-------- SUPPLIED MATERIAL
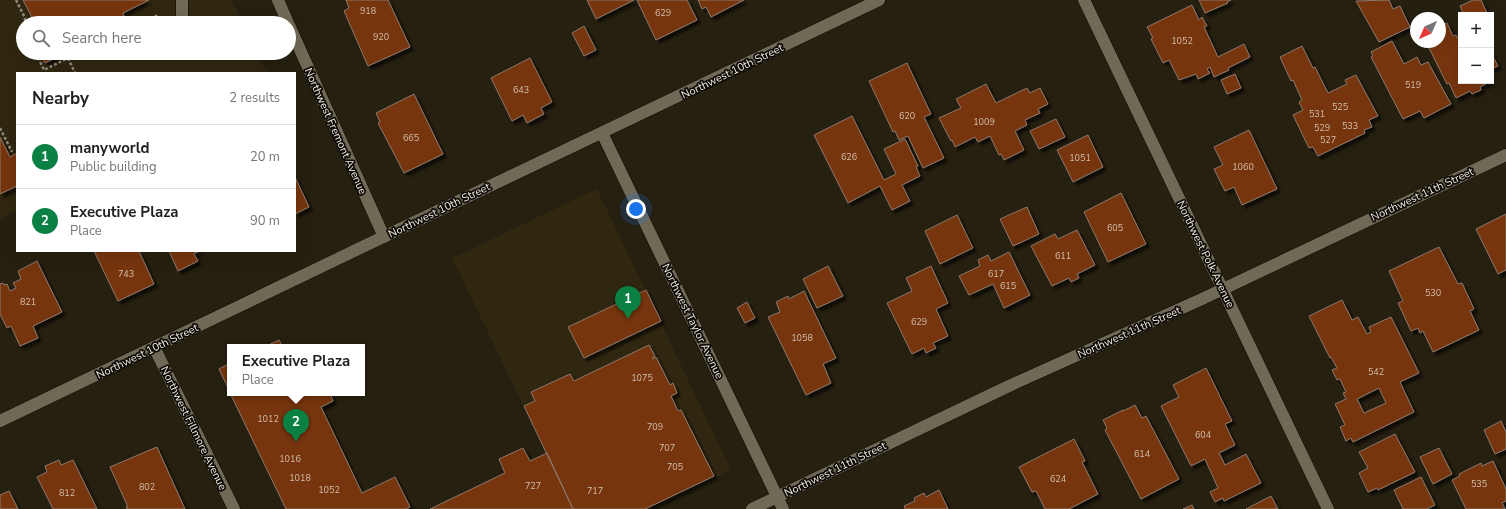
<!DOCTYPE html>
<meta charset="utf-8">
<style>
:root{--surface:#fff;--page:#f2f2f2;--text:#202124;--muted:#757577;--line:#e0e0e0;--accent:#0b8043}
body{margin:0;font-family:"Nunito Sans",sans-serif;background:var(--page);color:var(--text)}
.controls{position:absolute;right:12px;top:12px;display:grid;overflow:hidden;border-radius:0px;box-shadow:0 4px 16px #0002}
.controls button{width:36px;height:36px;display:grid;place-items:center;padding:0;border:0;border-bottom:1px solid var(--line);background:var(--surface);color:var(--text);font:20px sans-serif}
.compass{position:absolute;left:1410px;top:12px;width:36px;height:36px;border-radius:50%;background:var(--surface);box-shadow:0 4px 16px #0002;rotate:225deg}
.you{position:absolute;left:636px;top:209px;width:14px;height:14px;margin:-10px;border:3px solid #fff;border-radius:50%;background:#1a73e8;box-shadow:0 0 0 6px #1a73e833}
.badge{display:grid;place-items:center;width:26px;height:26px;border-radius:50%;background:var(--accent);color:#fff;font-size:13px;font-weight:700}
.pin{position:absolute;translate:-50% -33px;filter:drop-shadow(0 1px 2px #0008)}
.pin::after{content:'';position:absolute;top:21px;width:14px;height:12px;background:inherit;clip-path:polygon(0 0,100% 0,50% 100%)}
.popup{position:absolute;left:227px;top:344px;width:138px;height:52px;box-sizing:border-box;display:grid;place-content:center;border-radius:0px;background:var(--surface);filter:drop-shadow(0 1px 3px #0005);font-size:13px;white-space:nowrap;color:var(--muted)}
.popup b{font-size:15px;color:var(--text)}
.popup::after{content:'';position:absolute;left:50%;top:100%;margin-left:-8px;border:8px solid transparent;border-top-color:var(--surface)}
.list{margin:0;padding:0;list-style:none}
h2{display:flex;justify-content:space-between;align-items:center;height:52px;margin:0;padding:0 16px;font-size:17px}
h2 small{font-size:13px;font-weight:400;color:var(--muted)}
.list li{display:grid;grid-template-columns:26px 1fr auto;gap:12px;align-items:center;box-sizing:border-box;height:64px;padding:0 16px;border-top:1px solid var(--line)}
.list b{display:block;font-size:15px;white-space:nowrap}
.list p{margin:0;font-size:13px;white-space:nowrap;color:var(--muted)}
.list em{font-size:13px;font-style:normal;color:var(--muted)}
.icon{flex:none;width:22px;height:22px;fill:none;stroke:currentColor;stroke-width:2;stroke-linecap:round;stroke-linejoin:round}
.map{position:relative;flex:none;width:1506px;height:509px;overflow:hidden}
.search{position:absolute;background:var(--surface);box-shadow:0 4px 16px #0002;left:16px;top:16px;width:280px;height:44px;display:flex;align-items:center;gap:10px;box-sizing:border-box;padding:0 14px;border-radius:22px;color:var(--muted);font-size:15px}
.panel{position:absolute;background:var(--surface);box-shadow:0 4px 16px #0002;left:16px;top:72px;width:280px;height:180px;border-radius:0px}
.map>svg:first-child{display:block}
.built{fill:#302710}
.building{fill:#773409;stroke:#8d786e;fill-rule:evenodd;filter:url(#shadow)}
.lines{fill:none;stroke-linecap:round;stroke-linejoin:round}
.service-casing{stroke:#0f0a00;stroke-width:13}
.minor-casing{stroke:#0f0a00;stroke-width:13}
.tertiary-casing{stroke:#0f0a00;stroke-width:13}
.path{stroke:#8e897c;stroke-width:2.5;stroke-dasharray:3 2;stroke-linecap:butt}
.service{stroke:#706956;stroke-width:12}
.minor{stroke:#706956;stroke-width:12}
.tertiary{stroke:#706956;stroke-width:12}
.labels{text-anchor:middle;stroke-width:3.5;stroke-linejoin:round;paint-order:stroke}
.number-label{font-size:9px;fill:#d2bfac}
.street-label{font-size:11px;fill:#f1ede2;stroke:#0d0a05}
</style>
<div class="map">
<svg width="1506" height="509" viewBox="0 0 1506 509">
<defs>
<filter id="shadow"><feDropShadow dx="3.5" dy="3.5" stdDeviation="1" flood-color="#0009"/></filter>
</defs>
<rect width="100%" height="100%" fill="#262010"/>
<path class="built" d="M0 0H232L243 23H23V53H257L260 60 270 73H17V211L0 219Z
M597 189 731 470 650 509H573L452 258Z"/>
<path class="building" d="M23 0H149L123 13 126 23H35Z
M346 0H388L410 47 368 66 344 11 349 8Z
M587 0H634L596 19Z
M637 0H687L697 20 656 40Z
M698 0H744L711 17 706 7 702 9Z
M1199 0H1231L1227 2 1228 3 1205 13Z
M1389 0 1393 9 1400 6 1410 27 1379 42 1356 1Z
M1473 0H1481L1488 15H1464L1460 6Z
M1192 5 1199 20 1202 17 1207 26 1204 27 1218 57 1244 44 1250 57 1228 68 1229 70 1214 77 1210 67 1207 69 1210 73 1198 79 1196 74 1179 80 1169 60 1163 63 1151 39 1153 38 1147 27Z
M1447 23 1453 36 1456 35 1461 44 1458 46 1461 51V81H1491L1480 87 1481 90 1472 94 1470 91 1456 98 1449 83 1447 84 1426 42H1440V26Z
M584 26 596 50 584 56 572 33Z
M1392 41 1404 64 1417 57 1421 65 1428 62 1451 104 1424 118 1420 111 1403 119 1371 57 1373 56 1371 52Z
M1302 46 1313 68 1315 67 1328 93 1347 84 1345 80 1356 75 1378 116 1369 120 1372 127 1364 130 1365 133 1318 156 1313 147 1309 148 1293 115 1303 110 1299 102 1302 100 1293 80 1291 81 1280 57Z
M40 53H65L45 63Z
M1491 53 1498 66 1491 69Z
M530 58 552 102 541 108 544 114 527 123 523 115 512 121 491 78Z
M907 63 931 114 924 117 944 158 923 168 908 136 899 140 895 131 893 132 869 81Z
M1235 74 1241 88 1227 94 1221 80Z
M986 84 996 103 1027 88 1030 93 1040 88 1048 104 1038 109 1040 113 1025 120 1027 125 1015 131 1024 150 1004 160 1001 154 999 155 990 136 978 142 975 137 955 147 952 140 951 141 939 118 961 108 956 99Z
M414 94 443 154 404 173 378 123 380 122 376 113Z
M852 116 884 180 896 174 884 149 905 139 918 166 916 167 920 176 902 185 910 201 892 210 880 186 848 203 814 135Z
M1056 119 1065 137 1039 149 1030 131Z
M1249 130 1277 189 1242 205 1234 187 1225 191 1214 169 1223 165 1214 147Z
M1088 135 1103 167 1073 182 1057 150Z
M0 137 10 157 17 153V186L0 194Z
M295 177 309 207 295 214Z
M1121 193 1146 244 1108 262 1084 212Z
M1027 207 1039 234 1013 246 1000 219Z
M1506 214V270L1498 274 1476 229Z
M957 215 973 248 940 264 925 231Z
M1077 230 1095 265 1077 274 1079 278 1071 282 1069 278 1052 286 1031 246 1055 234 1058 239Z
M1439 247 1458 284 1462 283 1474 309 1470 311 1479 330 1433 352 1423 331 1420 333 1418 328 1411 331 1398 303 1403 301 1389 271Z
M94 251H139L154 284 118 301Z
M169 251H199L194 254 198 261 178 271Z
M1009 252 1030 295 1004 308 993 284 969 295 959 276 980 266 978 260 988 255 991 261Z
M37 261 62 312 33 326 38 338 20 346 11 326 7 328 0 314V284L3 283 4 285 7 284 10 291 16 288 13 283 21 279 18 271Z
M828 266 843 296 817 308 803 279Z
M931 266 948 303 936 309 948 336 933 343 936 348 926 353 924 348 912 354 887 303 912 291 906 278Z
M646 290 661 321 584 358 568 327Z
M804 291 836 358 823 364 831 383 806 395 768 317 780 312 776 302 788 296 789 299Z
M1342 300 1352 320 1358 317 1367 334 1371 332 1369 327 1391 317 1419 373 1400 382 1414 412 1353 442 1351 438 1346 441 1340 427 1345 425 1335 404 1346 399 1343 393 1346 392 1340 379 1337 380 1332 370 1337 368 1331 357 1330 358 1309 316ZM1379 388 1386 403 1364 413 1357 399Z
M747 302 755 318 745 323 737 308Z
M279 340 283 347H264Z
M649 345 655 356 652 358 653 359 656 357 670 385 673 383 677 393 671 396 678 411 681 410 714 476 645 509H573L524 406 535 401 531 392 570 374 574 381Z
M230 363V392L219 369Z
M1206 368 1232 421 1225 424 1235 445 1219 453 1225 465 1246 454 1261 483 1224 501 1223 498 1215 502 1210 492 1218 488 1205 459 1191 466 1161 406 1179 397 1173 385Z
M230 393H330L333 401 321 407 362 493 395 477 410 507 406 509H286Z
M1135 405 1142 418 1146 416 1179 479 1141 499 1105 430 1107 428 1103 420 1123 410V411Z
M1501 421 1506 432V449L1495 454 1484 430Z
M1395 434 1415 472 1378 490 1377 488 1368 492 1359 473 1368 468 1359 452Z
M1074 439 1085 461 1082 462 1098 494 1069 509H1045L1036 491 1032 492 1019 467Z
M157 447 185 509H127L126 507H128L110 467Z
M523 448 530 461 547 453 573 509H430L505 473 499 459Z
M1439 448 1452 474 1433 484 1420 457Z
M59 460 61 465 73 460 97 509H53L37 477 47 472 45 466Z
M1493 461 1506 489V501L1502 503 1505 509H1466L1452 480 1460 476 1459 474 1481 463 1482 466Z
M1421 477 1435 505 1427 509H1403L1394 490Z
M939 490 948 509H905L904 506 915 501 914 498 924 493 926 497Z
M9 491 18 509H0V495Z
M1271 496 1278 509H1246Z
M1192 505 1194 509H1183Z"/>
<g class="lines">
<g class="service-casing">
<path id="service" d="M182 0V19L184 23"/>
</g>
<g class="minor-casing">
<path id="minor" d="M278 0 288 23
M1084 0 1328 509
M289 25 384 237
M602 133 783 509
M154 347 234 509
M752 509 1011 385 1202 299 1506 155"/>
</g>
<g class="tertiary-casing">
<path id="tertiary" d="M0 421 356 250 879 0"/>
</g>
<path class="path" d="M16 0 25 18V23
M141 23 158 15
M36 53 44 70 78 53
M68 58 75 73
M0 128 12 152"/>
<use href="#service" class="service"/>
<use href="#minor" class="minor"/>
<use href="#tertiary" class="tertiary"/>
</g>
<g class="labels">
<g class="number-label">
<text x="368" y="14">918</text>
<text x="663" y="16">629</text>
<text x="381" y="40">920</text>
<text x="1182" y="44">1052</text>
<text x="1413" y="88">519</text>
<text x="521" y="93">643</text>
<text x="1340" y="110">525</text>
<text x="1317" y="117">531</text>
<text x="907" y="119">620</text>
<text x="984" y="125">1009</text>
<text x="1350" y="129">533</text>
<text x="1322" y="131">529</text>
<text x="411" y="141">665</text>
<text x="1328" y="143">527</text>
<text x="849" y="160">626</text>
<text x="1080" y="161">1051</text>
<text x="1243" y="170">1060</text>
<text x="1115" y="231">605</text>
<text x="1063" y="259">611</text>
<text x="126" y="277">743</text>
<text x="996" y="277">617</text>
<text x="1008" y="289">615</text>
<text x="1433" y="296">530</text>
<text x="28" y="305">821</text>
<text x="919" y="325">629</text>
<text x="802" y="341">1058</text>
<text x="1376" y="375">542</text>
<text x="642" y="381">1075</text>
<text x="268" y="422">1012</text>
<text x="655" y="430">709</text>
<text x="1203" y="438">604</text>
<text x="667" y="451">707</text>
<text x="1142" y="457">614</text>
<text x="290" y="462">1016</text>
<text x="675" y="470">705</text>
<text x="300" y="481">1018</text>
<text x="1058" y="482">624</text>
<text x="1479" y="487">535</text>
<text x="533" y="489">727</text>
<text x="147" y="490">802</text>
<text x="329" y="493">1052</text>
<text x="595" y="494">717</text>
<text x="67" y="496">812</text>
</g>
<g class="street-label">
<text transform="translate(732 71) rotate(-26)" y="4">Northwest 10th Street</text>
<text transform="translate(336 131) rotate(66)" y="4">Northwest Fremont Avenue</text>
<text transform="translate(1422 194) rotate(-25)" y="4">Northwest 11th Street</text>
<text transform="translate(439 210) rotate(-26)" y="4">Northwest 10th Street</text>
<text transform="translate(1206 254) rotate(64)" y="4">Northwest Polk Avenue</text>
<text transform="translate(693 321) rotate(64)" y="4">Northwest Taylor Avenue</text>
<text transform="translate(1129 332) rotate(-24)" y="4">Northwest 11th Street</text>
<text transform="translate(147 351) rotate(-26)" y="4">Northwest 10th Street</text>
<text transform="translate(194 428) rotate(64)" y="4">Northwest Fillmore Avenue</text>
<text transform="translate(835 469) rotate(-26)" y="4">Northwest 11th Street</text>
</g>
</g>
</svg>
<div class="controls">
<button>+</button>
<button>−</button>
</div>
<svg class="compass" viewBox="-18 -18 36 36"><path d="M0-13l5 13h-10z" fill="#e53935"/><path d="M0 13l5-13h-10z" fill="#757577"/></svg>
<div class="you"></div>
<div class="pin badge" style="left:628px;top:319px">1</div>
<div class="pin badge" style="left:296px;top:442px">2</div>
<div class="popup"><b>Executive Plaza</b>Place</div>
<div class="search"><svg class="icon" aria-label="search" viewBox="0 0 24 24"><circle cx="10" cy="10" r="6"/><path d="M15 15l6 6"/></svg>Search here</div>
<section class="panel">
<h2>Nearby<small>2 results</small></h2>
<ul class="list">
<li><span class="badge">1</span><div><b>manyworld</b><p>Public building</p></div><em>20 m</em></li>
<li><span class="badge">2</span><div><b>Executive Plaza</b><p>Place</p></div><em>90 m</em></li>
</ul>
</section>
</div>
----------------
EXERCISE DESCRIPTION: Some lines in the data above hold the string "Plaza". Find and copy each of them.

EXERCISE RESPONSE:
<div class="popup"><b>Executive Plaza</b>Place</div>
<li><span class="badge">2</span><div><b>Executive Plaza</b><p>Place</p></div><em>90 m</em></li>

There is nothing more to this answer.